[Stored data]
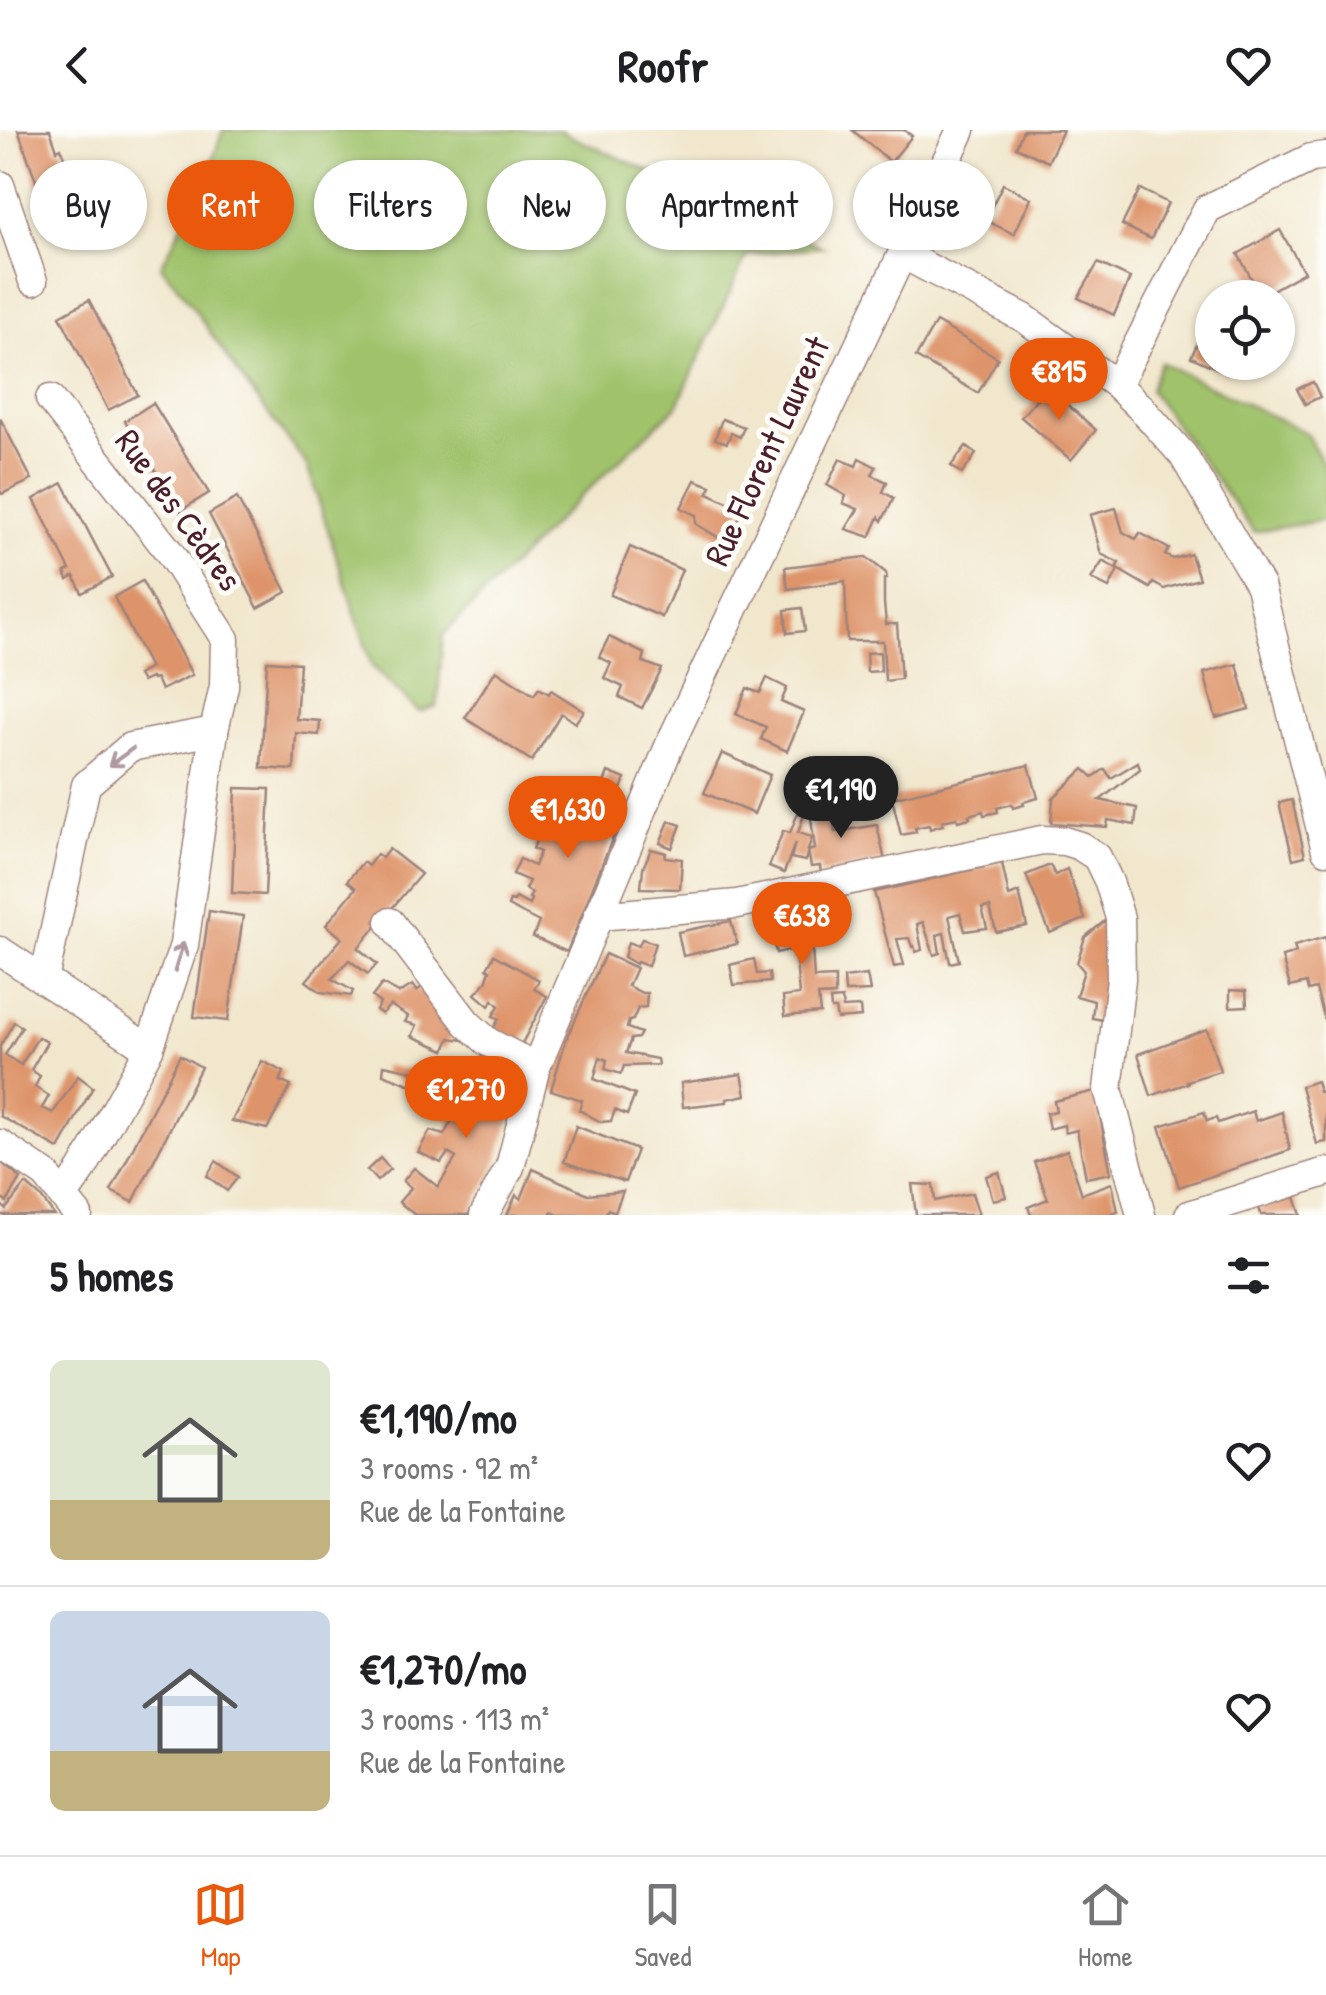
<!DOCTYPE html>
<meta charset="utf-8">
<style>
body{margin:0;font-family:"Patrick Hand",sans-serif;background:#f6f6f6;color:#202124;height:100vh;display:flex;flex-direction:column;font-size:38px;white-space:nowrap}
*{box-sizing:border-box;margin:0}
p{font-size:32px;color:#757577}
.icon{flex:none;width:55px;height:55px;fill:none;stroke:currentColor;stroke-width:2;stroke-linecap:round;stroke-linejoin:round}
.map{position:relative;height:1085px;overflow:hidden}
.panel{display:flex;flex-direction:column;background:#fff;flex:1}
.panel>*{flex:none}
.hud{position:absolute;left:30px;top:30px;width:1268px;height:90px;display:flex;gap:20px}
.tools{position:absolute;left:1195px;top:150px;display:grid;gap:20px}
.tools a{display:grid;place-items:center;width:100px;height:100px;border-radius:50%;background:#fff;box-shadow:0 2px 8px #0004;font-size:50px}
.price{position:absolute;translate:-50% -85px;padding:0 22px;border-radius:35px;background:#ea580c;color:#fff;font-size:32px;line-height:65px;filter:drop-shadow(0 2px 5px #0008)}
.price::after{content:'';position:absolute;left:50%;top:60px;width:30px;height:22px;margin-left:-15px;background:inherit;clip-path:polygon(0 0,100% 0,50% 100%)}
.price.current{background:#222;color:#fff}
ul{padding:0;list-style:none}
li{display:flex;align-items:center;gap:30px;height:250px;padding:0 50px}
li+li{border-top:2px solid #e0e0e0}
li span{display:grid;place-items:center;flex:none;width:280px;height:200px;border-radius:15px;color:#555}
li>.icon{margin-inline-start:auto}
span .icon{width:120px;height:120px;fill:#fffc;stroke-width:1}
li b{font-size:42px}
h2{display:flex;justify-content:space-between;align-items:center;height:120px;padding:0 50px;font-size:42px}
.pill{padding:0 35px;border-radius:45px;background:#fff;box-shadow:0 2px 8px #0004;font-size:35px;line-height:90px}
.pill.current{background:#ea580c;color:#fff}
header{display:flex;justify-content:space-between;align-items:center;height:130px;padding:0 50px;background:#fff;font-size:45px;font-weight:800}
.tab-bar{display:flex;justify-content:space-around;align-items:center;height:140px;border-top:2px solid #e0e0e0;background:#fff;font-size:28px;color:#757577}
.tab-bar a{display:grid;justify-items:center;gap:5px}
.tab-bar .current{color:#ea580c}
.map>svg:first-child{display:block}
.green{fill:#9fc26b;stroke:#74704b;stroke-width:2.5}
.building{fill:#de946a}
.lines{fill:none;stroke-linecap:round;stroke-linejoin:round}
.street-casing{stroke:#9e837c;stroke-width:31}
.street{stroke:#fff;stroke-width:28}
.oneway{stroke:#ae9aa0}
.labels{text-anchor:middle;stroke-width:10;stroke-linejoin:round;paint-order:stroke}
.street-label{font-size:35px;fill:#4a1f2b;stroke:#fdfcf7}
</style>
<header><svg class="icon" aria-label="back" viewBox="0 0 24 24"><path d="M15 5l-7 7 7 7"/></svg>Roofr<svg class="icon" aria-label="heart" viewBox="0 0 24 24"><path d="M12 20l-8-8c-3-5 5-10 8-4 3-6 11-1 8 4z"/></svg></header>
<div class="map">
<svg width="1326" height="1085" viewBox="0 0 1326 1085">
<rect width="100%" height="100%" fill="#fdfcf7"/>
<filter id="ink" filterUnits="userSpaceOnUse"><feTurbulence type="fractalNoise" baseFrequency=".01" numOctaves="2"/><feDisplacementMap in="SourceGraphic" scale="20" xChannelSelector="R" yChannelSelector="G"/><feConvolveMatrix kernelMatrix="1 2 1 2 8 2 1 2 1" color-interpolation-filters="sRGB"/></filter>
<filter id="wash" filterUnits="userSpaceOnUse"><feTurbulence type="fractalNoise" baseFrequency=".0048" numOctaves="4" result="noise"/><feDisplacementMap in="SourceGraphic" scale="40" xChannelSelector="R" yChannelSelector="G"/><feGaussianBlur stdDeviation="2.25" result="paint"/><feColorMatrix in="noise" values="0 0 0 0 0 0 0 0 0 0 0 0 0 0 0 0 0 1.4 0 .05"/><feComposite in="paint" operator="in"/></filter>
<g filter="url(#wash)">
<rect width="100%" height="100%" fill="#f1e7cd"/>
<g class="green">
<path d="M223,0H561L567,5L823,117L747,125L677,276L573,374L443,505L437,576L419,582L372,536L307,335L245,253L183,163L161,136L207,46Z"/>
<path d="M1160,232L1306,303L1326,340V390L1254,402L1150,260Z"/>
</g>
<g id="blocks">
<g class="building">
<path d="M18,0H50L57,20L61,18L66,33L71,47L67,48L71,58L42,68Z"/>
<path d="M852,0H904L912,6L891,32Z"/>
<path d="M1023,0H1063L1048,32L1016,17Z"/>
<path d="M1003,54L1031,68L1014,104L981,88L988,76L991,78Z"/>
<path d="M1140,59L1168,73L1151,109L1122,95Z"/>
<path d="M1280,100L1304,142L1265,164L1259,153L1255,155L1238,124Z"/>
<path d="M1098,133L1130,148L1114,185L1078,168Z"/>
<path d="M89,170L138,265L108,280L60,186Z"/>
<path d="M936,192L998,228L978,263L916,227Z"/>
<path d="M1212,200V232H1232L1227,243L1191,227L1201,206L1208,209Z"/>
<path d="M1313,252L1320,267L1305,274L1297,259Z"/>
<path d="M1047,257L1096,300L1071,330L1021,287Z"/>
<path d="M153,273L209,363L180,381L125,291Z"/>
<path d="M0,288L32,350L2,364L0,361Z"/>
<path d="M722,289L744,297L740,307L731,303L727,313L715,309Z"/>
<path d="M966,316L976,324L962,344L951,336Z"/>
<path d="M859,328L876,337L872,345L887,352L883,362L894,368L882,391L879,387L870,407L846,399L858,379L843,373L846,366L827,355L840,329L856,336Z"/>
<path d="M695,350L711,356L708,363L743,379L732,403L729,402L726,412L696,394V385L681,378Z"/>
<path d="M63,353L112,447L82,463L74,446L68,450L65,442L70,440L34,369Z"/>
<path d="M237,368L287,462L258,478L209,384Z"/>
<path d="M1116,378L1123,402L1136,409L1140,403L1169,419L1165,425L1173,429L1191,424L1199,449L1164,459L1153,453L1150,458L1116,438L1119,433L1101,424L1090,385Z"/>
<path d="M630,417L682,440L662,487L610,465Z"/>
<path d="M866,427L886,443L887,449H884V473L886,494H897L901,549L885,551L883,511H847L845,451L788,459L785,437Z"/>
<path d="M1103,431L1118,440L1109,458L1091,449Z"/>
<path d="M142,451L192,545L161,560L156,549L152,550L151,548L142,552L138,545L150,538L114,467Z"/>
<path d="M802,478L805,501L787,503L785,480Z"/>
<path d="M609,507L645,524L643,532L662,539L642,578L619,567L623,557L604,548L611,533L599,527Z"/>
<path d="M880,522L881,541L867,542L866,523Z"/>
<path d="M267,531L300,533L296,589L320,591L319,605L296,603L294,640L261,638Z"/>
<path d="M1237,534L1249,579L1216,588L1204,543Z"/>
<path d="M496,540L534,565L539,558L549,564L551,560L584,581L575,593L561,583L532,631L465,588Z"/>
<path d="M767,548L787,558L781,572L804,582L787,621L761,609L766,597L736,584L747,558L760,563Z"/>
<path d="M722,623L770,645L754,684L704,663Z"/>
<path d="M1138,632L1140,639L1100,670L1137,678L1135,695L1108,690L1107,697L1051,693L1053,668L1084,639L1093,647L1105,639L1111,648Z"/>
<path d="M1029,635L1038,668L1023,672L1024,675L1013,678L1012,674L997,678L998,682L984,685L983,681L969,685L970,688L958,691L957,688L942,691L943,695L930,699L929,695L915,698L916,702L901,705L892,668Z"/>
<path d="M608,642L625,649L612,681L618,684L611,701L615,702L567,822L533,807L539,792L508,776L510,771L514,772L516,768L529,775L531,769L529,768L532,763L525,759L529,751L513,744L520,729L534,736L540,722L533,719L538,705L535,703L540,690L534,688L539,675L565,686L578,654L601,662Z"/>
<path d="M236,658L270,659L265,765L232,763Z"/>
<path d="M829,661L835,702L877,695L885,731L821,744L820,736L811,737L808,721L815,719L810,681L814,663Z"/>
<path d="M1292,670L1305,726L1293,729L1279,673Z"/>
<path d="M798,683L804,685L798,703L812,707L805,731L791,728L795,713L784,743L769,737L783,701L790,703Z"/>
<path d="M669,691L681,695L672,718L660,713Z"/>
<path d="M389,719L421,744L358,818L377,834L368,844L349,830L332,849L353,861L351,866L321,862L306,851L342,808L326,795L356,758L347,751L363,732L368,736L377,724L382,728Z"/>
<path d="M651,719L666,723L665,727L682,729L680,759L641,758L643,738Z"/>
<path d="M1002,733L1009,766L1019,762L1027,796L996,802L990,777L982,778L987,798L965,801L960,783L949,786L959,831L950,833L944,803L937,805L940,823L934,825L923,792L917,794L922,820L916,822L914,816L912,817L909,808L897,809L904,835L894,837L874,762Z"/>
<path d="M1050,735L1055,745L1067,739L1085,789L1050,803L1026,745Z"/>
<path d="M209,781L243,786L228,891L194,887Z"/>
<path d="M810,787L814,848L835,847V865L818,866L820,883L785,886L783,867L799,865L795,819L776,823L770,796Z"/>
<path d="M1107,789L1110,845L1103,890L1092,888L1094,871L1076,866L1084,841L1077,833L1085,807Z"/>
<path d="M731,791L737,814L683,826L678,802Z"/>
<path d="M1326,807V891H1325L1316,859L1308,861L1306,853L1290,857L1282,827L1296,823L1294,816Z"/>
<path d="M642,809L655,813L648,836L637,832L636,834L624,827L628,812L638,816Z"/>
<path d="M605,824L636,838L628,856L642,863H647L646,877L638,878L633,890L629,891L627,898L641,903L638,908L631,909L626,923L657,929L658,935L624,936L621,944L605,939L607,930L600,927L594,949L635,965L627,985L615,980L611,991L601,992L579,980L582,970L551,960L566,910Z"/>
<path d="M494,825L539,850L534,859L547,866L520,917L492,901L499,889L493,886L499,876L493,870L489,876L475,864L486,852L490,840L487,838Z"/>
<path d="M754,829L757,844L769,843L770,852L734,855L730,835Z"/>
<path d="M867,845L870,861L845,862L844,848Z"/>
<path d="M428,852L465,902L464,910L450,908L445,920L412,906L417,895L405,892L408,886L390,875L382,884L376,880L380,873L372,867L382,854L399,863L413,855L417,861Z"/>
<path d="M1230,860L1246,861L1247,876L1230,877Z"/>
<path d="M842,869L843,878L860,877L861,887L837,889L835,879H831L830,870Z"/>
<path d="M14,892L22,897L5,925L21,935L38,907L47,912L31,940L40,946L35,957L49,966L42,978L53,983L78,946L93,957L59,1019L0,986V916Z"/>
<path d="M1207,899L1220,941L1187,951L1188,953L1151,966L1138,924Z"/>
<path d="M485,918L501,930L521,957L493,1043L468,1085H415L399,1072L411,1058L403,1051L414,1038L438,1057L456,1028L448,1023L441,1033L418,1022L430,1001L444,1005L452,990L431,981L435,967L447,970L449,951L471,955Z"/>
<path d="M180,925L201,937L133,1072L111,1061Z"/>
<path d="M262,931L284,942L280,951L291,956L267,999L232,991Z"/>
<path d="M384,935L418,942L414,956L383,944Z"/>
<path d="M742,944L746,965L727,969V972L683,977L681,953Z"/>
<path d="M1316,951L1319,962L1326,960V1012L1317,1014L1301,956Z"/>
<path d="M1095,961L1111,1043L1086,1048L1077,1000L1065,1003L1064,995L1049,999L1046,983L1056,981L1054,971Z"/>
<path d="M1253,981L1256,991L1282,982L1290,1020L1179,1057L1160,996L1204,982L1207,991L1216,988L1218,993Z"/>
<path d="M576,996L637,1020L625,1052L564,1032Z"/>
<path d="M1067,1020L1082,1064L1112,1053L1118,1082L1108,1085H1031L1028,1077L1048,1069L1034,1032Z"/>
<path d="M380,1028L390,1039L377,1051L367,1040Z"/>
<path d="M0,1031L21,1049L7,1072L0,1068Z"/>
<path d="M216,1031L238,1047L227,1061L207,1046Z"/>
<path d="M533,1039L588,1064L623,1061L615,1082L608,1079L605,1085H558L552,1082L550,1085H507L516,1065L521,1069Z"/>
<path d="M999,1042L1006,1067L993,1070L986,1046Z"/>
<path d="M26,1054L40,1066L54,1085H0V1074L6,1079Z"/>
<path d="M912,1054L933,1055L935,1071L972,1063L979,1085H916Z"/>
<path d="M1295,1067L1301,1085H1261L1259,1077Z"/>
</g>
</g>
</g>
<g filter="url(#ink)">
<use href="#blocks" fill-opacity="0" stroke="#9e837c" stroke-width="2.5"/>
<g class="lines">
<defs>
<g id="street">
<path d="M0,55L33,151"/>
<path d="M902,124L1024,188L1117,255L1142,279L1183,325L1260,456L1326,720"/>
<path d="M1117,255L1207,79L1311,28L1326,26"/>
<path d="M50,269L170,423L225,509L224,556L214,601L184,815L149,919L82,1040L70,1057L63,1063"/>
<path d="M598,786L737,774L1042,710L1064,711L1080,716L1097,727L1109,752L1120,788L1121,849L1108,959L1141,1085"/>
<path d="M390,792L467,893L488,912L536,937"/>
<path d="M0,821L149,919"/>
<path d="M44,850L86,655L130,617L214,601"/>
<path d="M0,1014L46,1045L78,1085"/>
<path d="M484,1085L510,1037L536,937L670,614L961,0"/>
<path d="M1189,1085L1326,1042"/>
</g>
</defs>
<use href="#street" class="street-casing"/>
<use href="#street" class="street"/>
</g>
<defs><path id="oneway-shaft" d="M-6 0H5M1.5-3L5.5 0L1.5 3" fill="none" stroke-width="1.6" stroke-linecap="round" stroke-linejoin="round" transform="scale(2.5)"/></defs>
<g class="oneway">
<use href="#oneway-shaft" transform="translate(121 627) rotate(144)"/>
<use href="#oneway-shaft" transform="translate(179 827) rotate(-73)"/>
</g>
</g>
<g class="labels">
<g class="street-label">
<text transform="translate(767 321) rotate(-65)" y="12">Rue Florent Laurent</text>
<text transform="translate(179 380) rotate(54)" y="12">Rue des Cèdres</text>
</g>
</g>
</svg>
<div class="tools">
<a><svg class="icon" aria-label="locate" viewBox="0 0 24 24"><circle cx="12" cy="12" r="6"/><path d="M12 2v4M12 18v4M2 12h4M18 12h4"/></svg></a>
</div>
<b class="price" style="left:1059px;top:293px">€815</b>
<b class="price current" style="left:841px;top:711px">€1,190</b>
<b class="price" style="left:568px;top:731px">€1,630</b>
<b class="price" style="left:802px;top:837px">€638</b>
<b class="price" style="left:466px;top:1011px">€1,270</b>
<div class="hud">
<a class="pill">Buy</a>
<a class="pill current">Rent</a>
<a class="pill">Filters</a>
<a class="pill">New</a>
<a class="pill">Apartment</a>
<a class="pill">House</a>
</div>
</div>
<section class="panel">
<h2>5 homes<svg class="icon" aria-label="filters" viewBox="0 0 24 24"><path d="M4 7h16M4 17h16"/><circle cx="9" cy="7" r="2"/><circle cx="15" cy="17" r="2"/></svg></h2>
<ul>
<li><span style="background:linear-gradient(#dfe7d0 70%,#c2b280 0)"><svg class="icon" aria-label="home" viewBox="0 0 24 24"><path d="M3 11l9-7 9 7M6 9v11h12V9"/></svg></span><div><b>€1,190/mo</b><p>3 rooms · 92 m²</p><p>Rue de la Fontaine</p></div><svg class="icon" aria-label="heart" viewBox="0 0 24 24"><path d="M12 20l-8-8c-3-5 5-10 8-4 3-6 11-1 8 4z"/></svg></li>
<li><span style="background:linear-gradient(#c9d6e8 70%,#c2b280 0)"><svg class="icon" aria-label="home" viewBox="0 0 24 24"><path d="M3 11l9-7 9 7M6 9v11h12V9"/></svg></span><div><b>€1,270/mo</b><p>3 rooms · 113 m²</p><p>Rue de la Fontaine</p></div><svg class="icon" aria-label="heart" viewBox="0 0 24 24"><path d="M12 20l-8-8c-3-5 5-10 8-4 3-6 11-1 8 4z"/></svg></li>
</ul>
</section>
<nav class="tab-bar">
<a class="current"><svg class="icon" aria-label="map" viewBox="0 0 24 24"><path d="M3 6l6-2 6 2 6-2v14l-6 2-6-2-6 2zM9 4v14M15 6v14"/></svg>Map</a>
<a><svg class="icon" aria-label="saved" viewBox="0 0 24 24"><path d="M7 4h10v16l-5-4-5 4z"/></svg>Saved</a>
<a><svg class="icon" aria-label="home" viewBox="0 0 24 24"><path d="M3 11l9-7 9 7M6 9v11h12V9"/></svg>Home</a>
</nav>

● Task requirements:
Find the word "linecap" in the entries above, then copy each line that holds it.

● Task output:
.icon{flex:none;width:55px;height:55px;fill:none;stroke:currentColor;stroke-width:2;stroke-linecap:round;stroke-linejoin:round}
.lines{fill:none;stroke-linecap:round;stroke-linejoin:round}
<defs><path id="oneway-shaft" d="M-6 0H5M1.5-3L5.5 0L1.5 3" fill="none" stroke-width="1.6" stroke-linecap="round" stroke-linejoin="round" transform="scale(2.5)"/></defs>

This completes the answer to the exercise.